Então um cliente relata que os descontos por volume estão sendo calculados ao contrário. Você verifica sua suite de relations. Nenhum teste falhou. Você tinha relations para consistência aditiva, monotonicidade e idempotência. Nenhuma delas capturou um erro de sinal no multiplicador de desconto.

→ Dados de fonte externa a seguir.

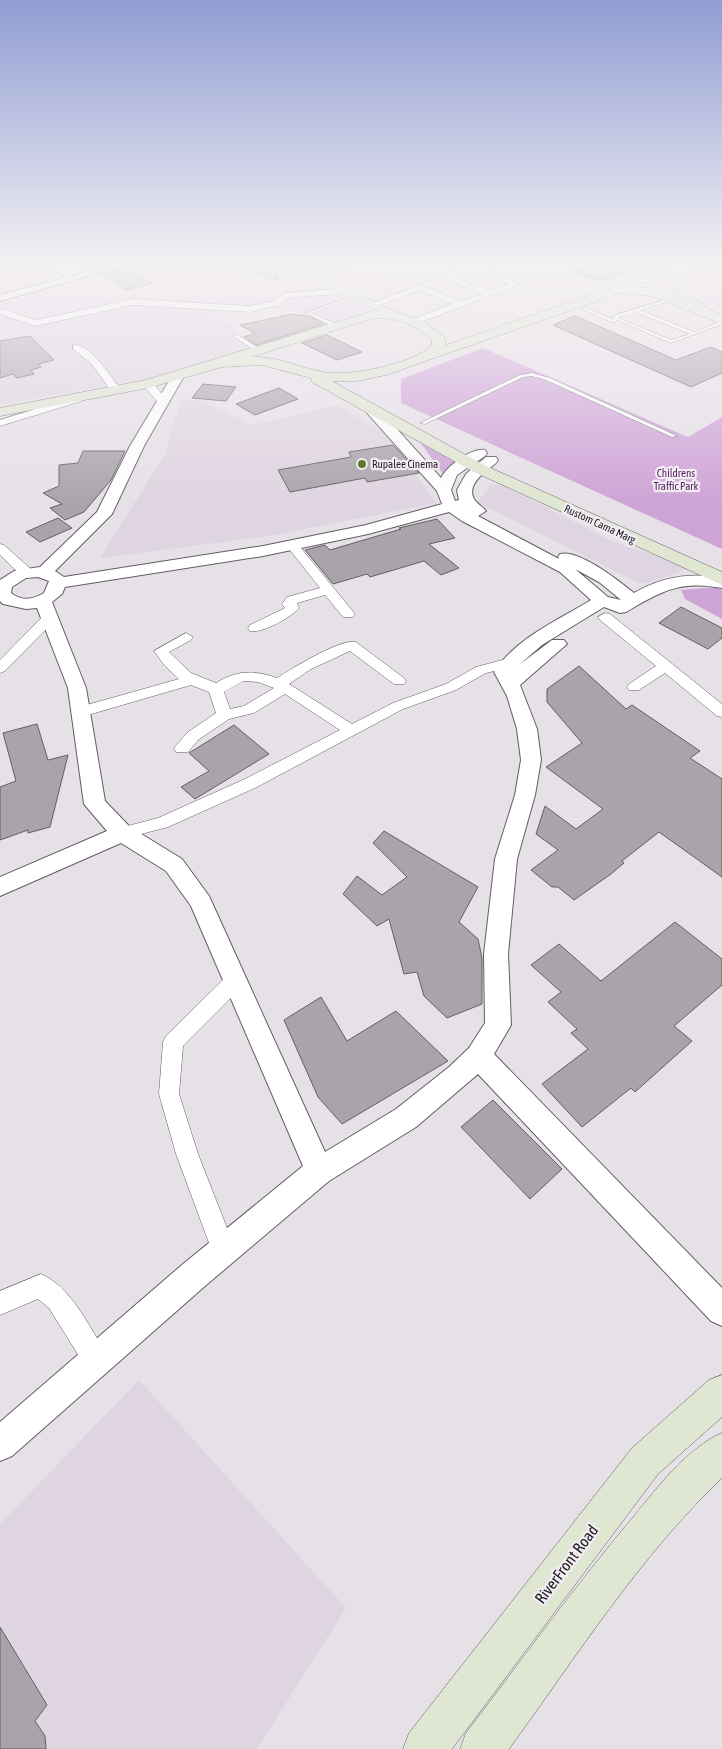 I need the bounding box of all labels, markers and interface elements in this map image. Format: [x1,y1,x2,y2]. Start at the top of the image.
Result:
marker: Rupalee Cinema [356,458,368,470]
place label: Rupalee Cinema [372,458,438,470]
park label: Childrens Traffic Park [654,467,699,492]
street label: Rustom Cama Marg [563,502,638,546]
street label: RiverFront Road [531,1521,601,1607] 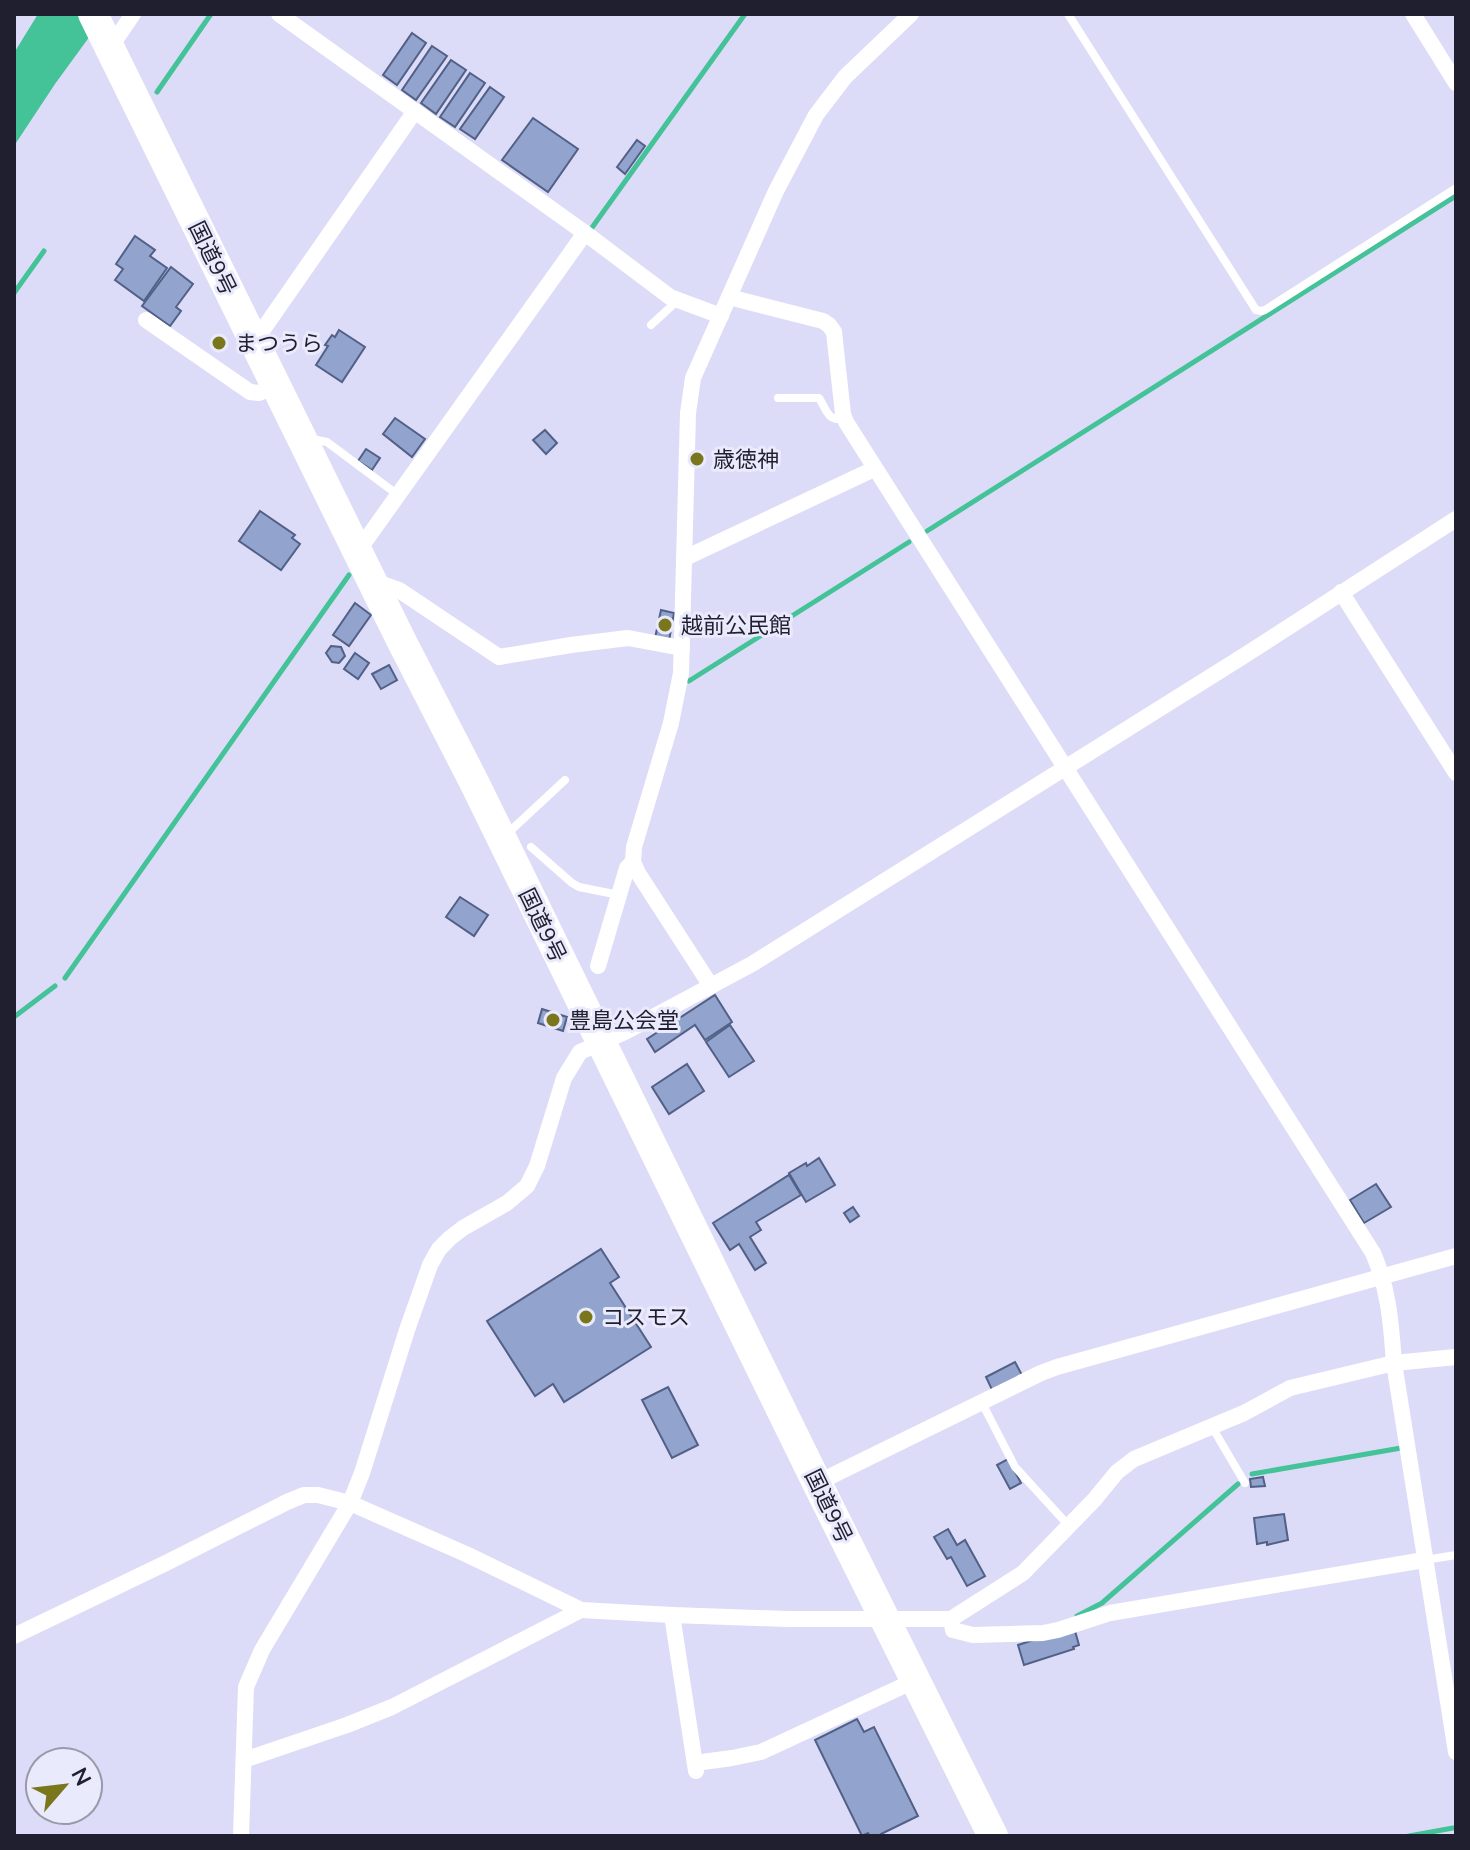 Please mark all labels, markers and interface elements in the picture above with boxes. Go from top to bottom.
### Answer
street label: 国道9号 [181,216,243,301]
place label: まつうら [235,329,323,359]
marker: まつうら [210,334,228,352]
place label: 歳徳神 [713,445,779,475]
marker: 歳徳神 [688,450,706,468]
place label: 越前公民館 [681,611,791,641]
marker: 越前公民館 [656,616,674,634]
street label: 国道9号 [511,883,573,968]
place label: 豊島公会堂 [569,1006,679,1036]
marker: 豊島公会堂 [544,1011,562,1029]
place label: コスモス [602,1303,690,1333]
marker: コスモス [577,1308,595,1326]
street label: 国道9号 [797,1464,859,1549]
north arrow [24,1746,104,1826]
text: N [64,1763,98,1791]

Esse é o segredo sujo do metamorphic testing: ter relations não é o mesmo que ter relations úteis. Uma metamorphic relation fraca é pior do que nenhum teste, porque te convence de que seu código está correto quando não está.
O que faz uma relation ser “boa”?
Uma boa metamorphic relation tem alta capacidade de detecção de falhas. Ela captura bugs reais que programadores realmente escrevem. O resto é apenas sobrecarga.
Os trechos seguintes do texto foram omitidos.